The season started on 21 July. The last games before the winter break were played on 10 December; the spring part of the season began on 1 March and the last games will be played on 25 May.

=== Promotion and relegation ===
For the purpose of determining First League positions for the following considerations, the teams that do not pass 2025–26 RPL licensing or drop out of 2025–26 season for any other reason, or the second teams of RPL clubs, or the teams that finished lower than 6th place in First League standings will not be considered. For example, if the teams that finished 1st, 3rd and 4th in the First League standings failed licensing, the team that finished 2nd would be considered the 1st-placed team, the team that finished 5th will be considered the 2nd-placed team, and the team that finished 6th will be considered the 3rd-placed team. There would be no designated 4th-placed team in this scenario.

The teams that finish 15th and 16th will be relegated to the 2025–26 First League, while the top two in that league will be promoted to the Premier League for the 2025–26 season.

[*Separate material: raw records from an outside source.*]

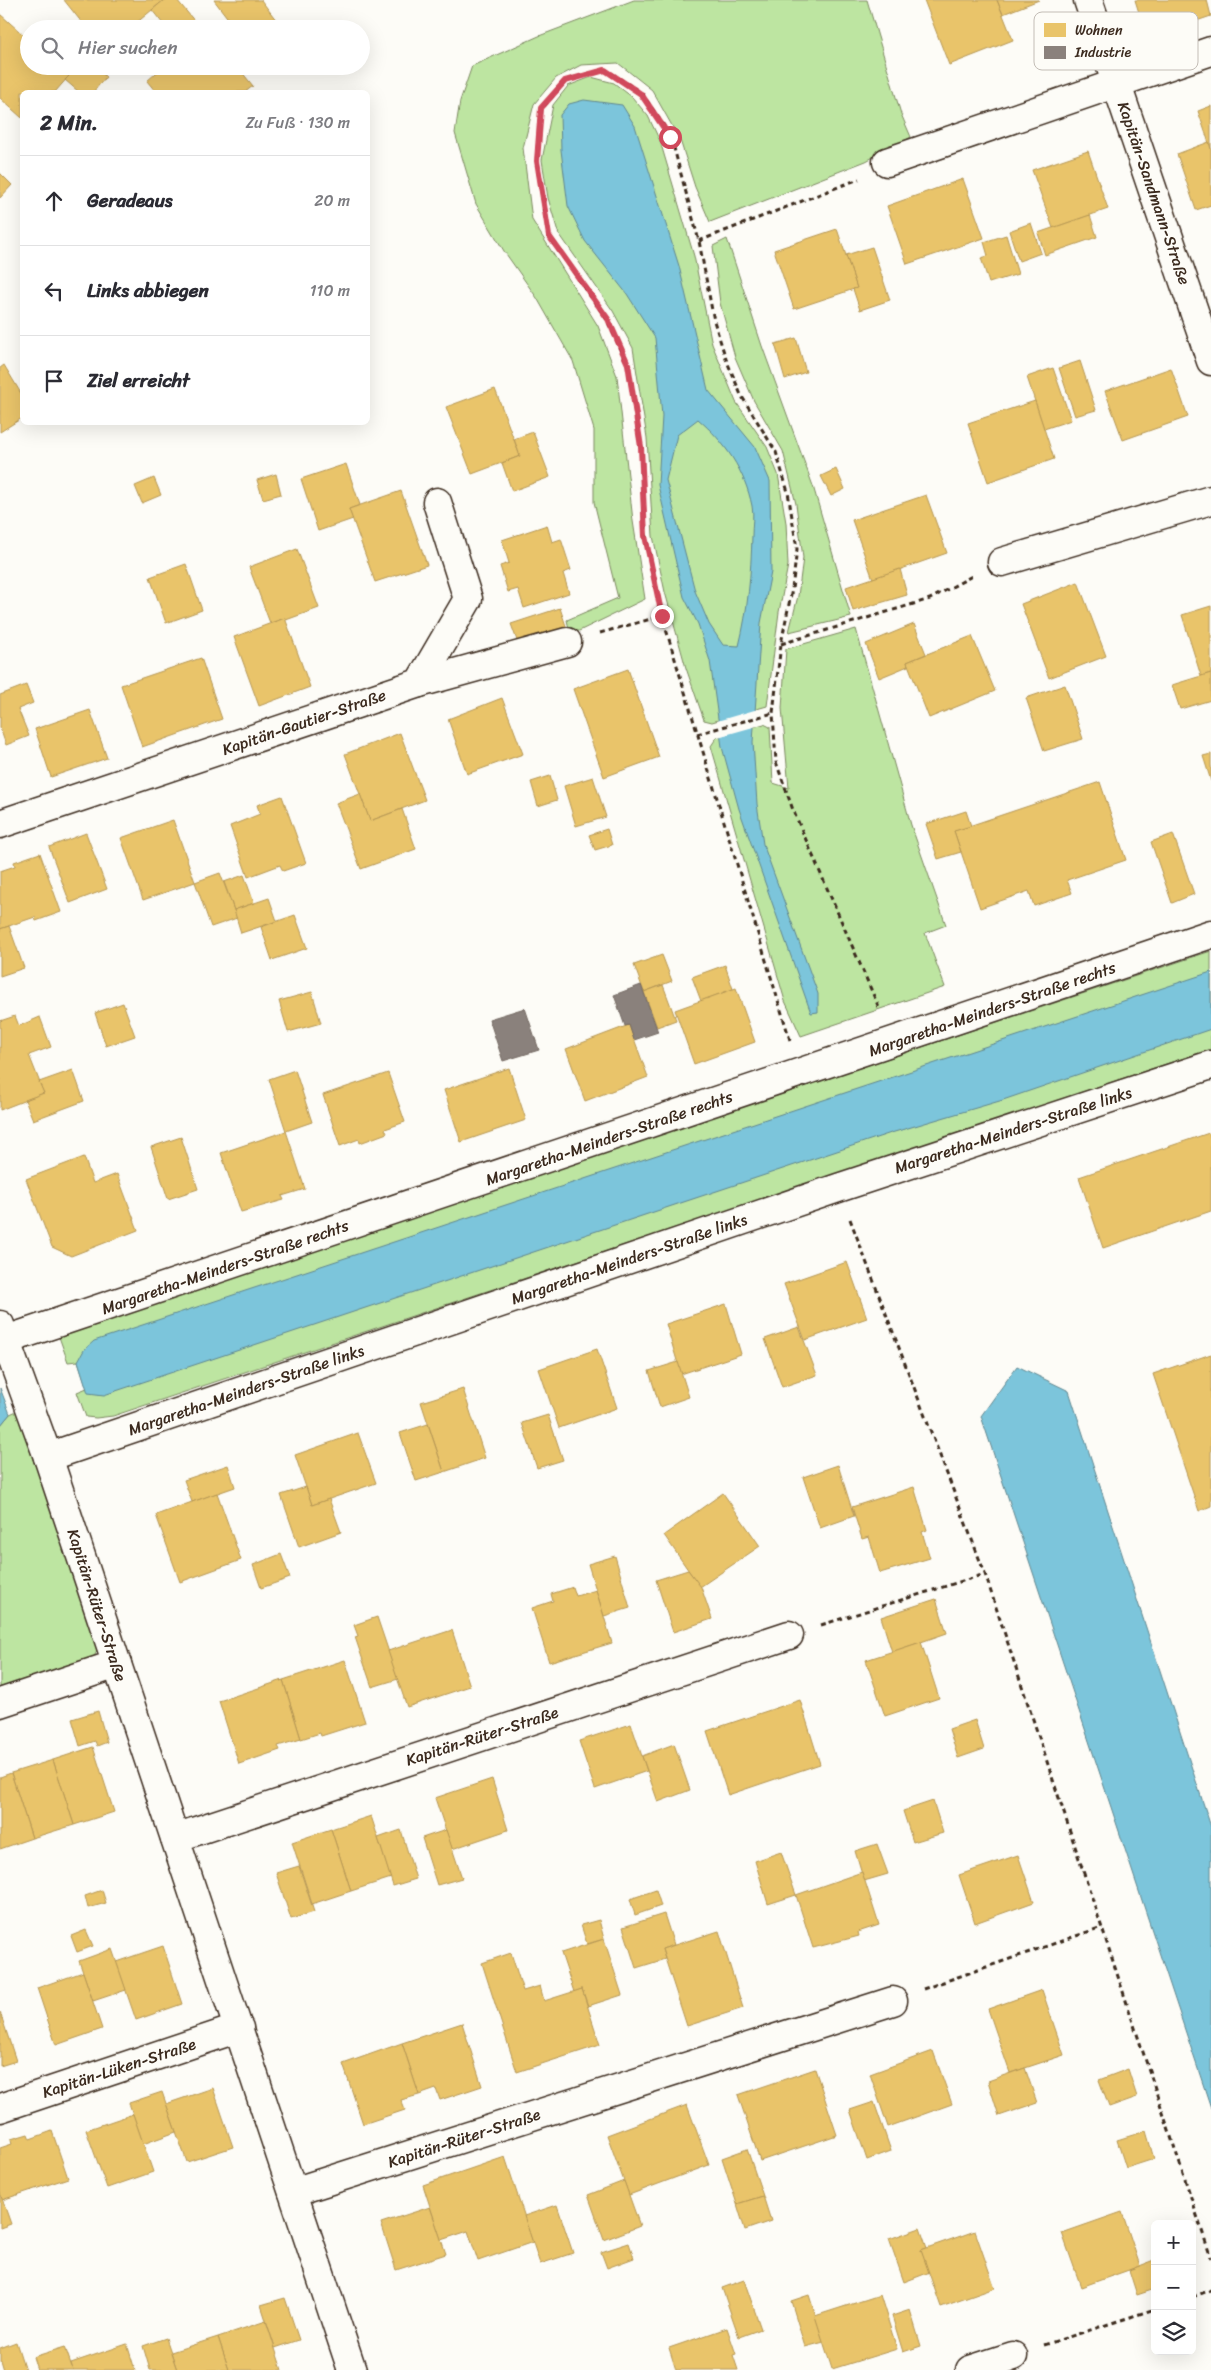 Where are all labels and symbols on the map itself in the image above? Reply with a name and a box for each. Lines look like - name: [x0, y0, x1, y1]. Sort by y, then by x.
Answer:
- legend: [1034, 12, 1198, 70]
- text: Wohnen: [1075, 18, 1123, 43]
- text: Industrie: [1074, 40, 1131, 65]
- street label: Kapitän-Sandmann-Straße: [1109, 97, 1199, 289]
- route start: [659, 126, 682, 149]
- route end: [651, 605, 674, 628]
- street label: Kapitän-Gautier-Straße: [218, 680, 390, 764]
- street label: Margaretha-Meinders-Straße rechts: [864, 953, 1120, 1065]
- street label: Margaretha-Meinders-Straße links: [891, 1078, 1136, 1182]
- street label: Margaretha-Meinders-Straße rechts: [481, 1082, 737, 1194]
- street label: Margaretha-Meinders-Straße links: [507, 1205, 751, 1313]
- street label: Margaretha-Meinders-Straße rechts: [97, 1211, 353, 1323]
- street label: Margaretha-Meinders-Straße links: [124, 1336, 368, 1444]
- street label: Kapitän-Rüter-Straße: [59, 1525, 135, 1685]
- street label: Kapitän-Rüter-Straße: [402, 1698, 562, 1774]
- street label: Kapitän-Lüken-Straße: [38, 2029, 200, 2107]
- street label: Kapitän-Rüter-Straße: [384, 2100, 544, 2176]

The 13th and 14th Premier League teams will play the 4th and 3rd 2024–25 First League teams respectively in two (home-and-away) playoff games, with penalty shootout in effect if necessary. The winners will secure Premier League spots for the 2025–26 season. If both of the teams that finish RPL in 13th and 14th place fail licensing for the 2025–26 season or drop out for any other reason, play-offs will not be held, and the 3rd and 4th First League teams will be promoted automatically. If one of the teams that place 13th and 14th in the Premier League fails licensing for 2025–26 season or drops out for other reasons, 3rd First League team will be promoted automatically and the 13th or 14th-placed team that passes licensing will play 4th First League team in playoffs, with the winners securing the Premier League spot. If only one First League team is eligible for the play-offs (as in the example scenario above), that team will play the 14th-placed RPL team in playoffs, with the winners securing the Premier League spot, and the 13th RPL team will remain in the league. If none of the First League teams are eligible for the play-offs, they will not be held and 13th and 14th-placed RPL teams will remain in the league. If any of the teams are unable to participate in the season after the play-offs have been concluded, or there are not enough teams that pass licensing to follow the above procedures, the replacement will be chosen by the Russian Football Union in consultation with RPL and FNL.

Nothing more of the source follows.